Ryszard Krynicki è uno dei massimi poeti polacchi contemporanei, insieme ad Adam Zagajewski. La sua opera si è creata in anni e anni di “Resistenza poetica”. Krynicki, è importante ricordarlo, è nato in un lager austriaco nel 1943. Ha vissuto gli anni della giovinezza e dell’età adulta durante il regime comunista in Polonia. Krynincki è un poeta di dissolvenze. Le parole delle sue poesie sono ferme, sono pietre. L’elaborazione del testo è sempre in togliere, e nell’accettazione di una mancanza. “Abitiamo attraverso la pelle” sottolinea l’abilità dell’esperienza umana, i suoi percorsi continui fra memoria e fisicità.

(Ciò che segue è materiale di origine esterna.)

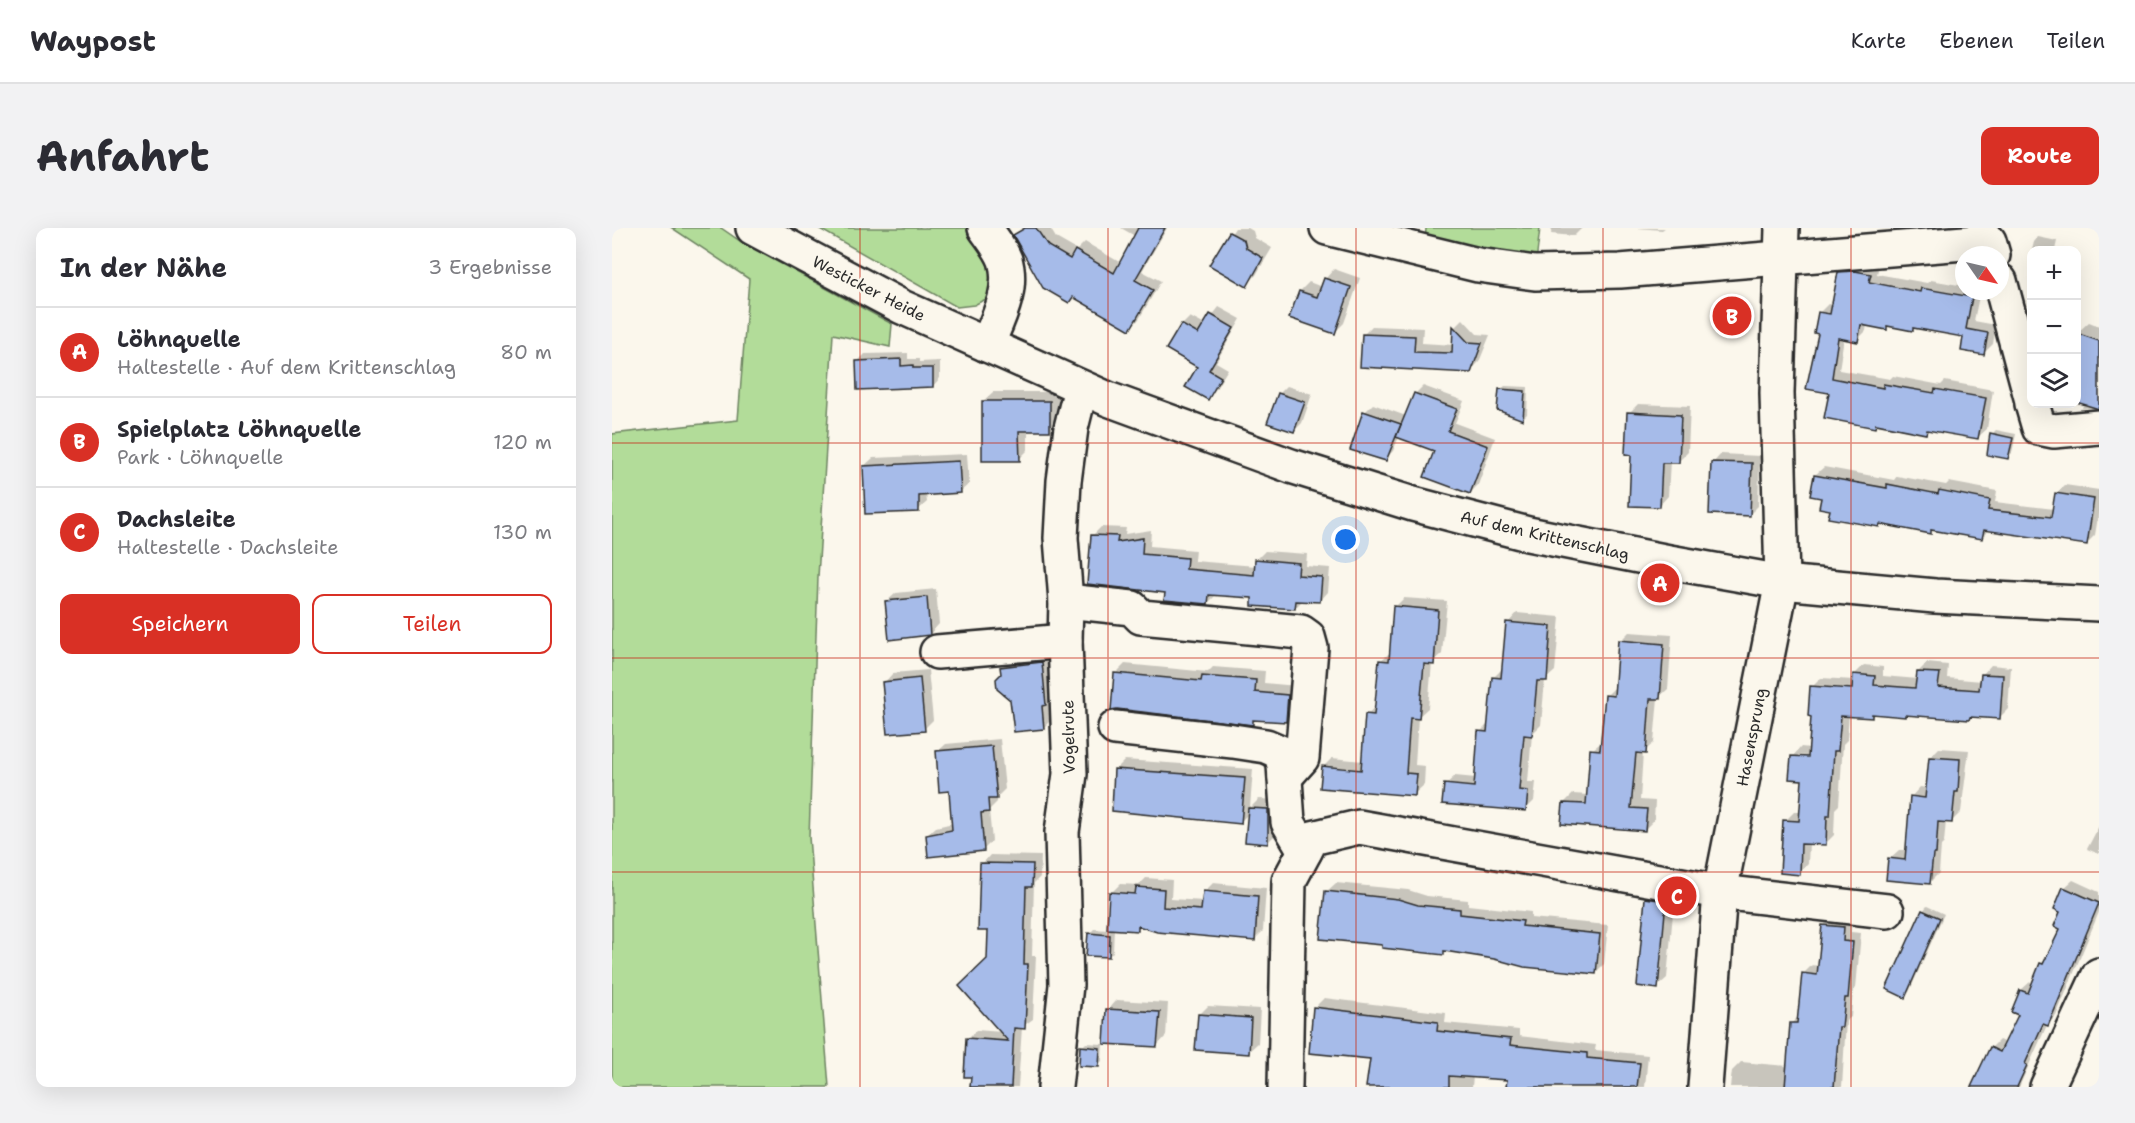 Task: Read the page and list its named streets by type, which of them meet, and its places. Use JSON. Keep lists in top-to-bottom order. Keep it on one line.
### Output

Krynicki opera con particolare energia sul piano emotivo: ” Abitiamo attraverso la pelle,/ troppo vicini per avvicinarci di più: questa separazione,/ attraverso gli uomini che ti ricordo, dura,/ attraverso gli uomini che prima ti hanno percorso, stazione,/ in lingua straniera, di un testo, attraverso le donne/ che non ho sedotto tanto da dimenticarmi di loro; solo/ questo terrore primordiale, è da quello che ci riconosciamo come dalla lingua madre/ in una stazione sconosciuta; i più vicini e dunque/ i più lontani, amati pieni di odio…” L’abitare di questo autore si nutre di viaggi ed esperienze. L’esistenza in queste poesie conduce sempre all’inafferrabile, al punto magnetico, per riprendere il titolo di un’opera dell’autore, del vivere umano senza sicurezze o bussole.
Luca Minola
Solo le nevi
Solo le nevi,
solo l’acqua e il fuoco,
solo la terra pesante e l’aria leggera,
solo gli elementi che portano morte,
solo le cose morte
sono indipendenti
dalle proprie opere e azioni
*
Quest’anno
non ho generato frutti
solo foglie
che non hanno ombra
ho paura, Rabbi,
ho paura, Signore,
che mi maledirà affamato
affaticato
sulla strada infinita
verso Gerusalemme
(1986)
*
(Da Maister Eckhart
o dal libro dello Zohar?)
nulla, Dio
Nota biografica
Ryszard Krynicki è nato il 24 giugno del 1943 nel lager austriaco di Wimberg a Sankt Valentin. Gli esordi di Krynicki sono legati al movimento Nowa Fala (Nuova Ondata) che comprendeva anche poeti come Zagajewski, Karasek, Baranczak, Kornhauser vicini nell’opporsi al grigiore del regime comunista in Polonia. Ha ottenuto diversi premi letterari, è traduttore di Brecht, Nelly Sachs, Paul Celan. Ha pubblicato varie raccolte. Nel 1988 ha fondato la casa editrice a5, che pubblica poesia contemporanea, tra cui Herbert e Szymborska. In Italia sono pubblicati e tradotti i libri “Punto magnetico”, Forum Edizioni, a cura di Francesca Fornari, 2011 e “Abitiamo attraverso la pelle”, Interlinea, 2012, sempre a cura di Francesca Fornari.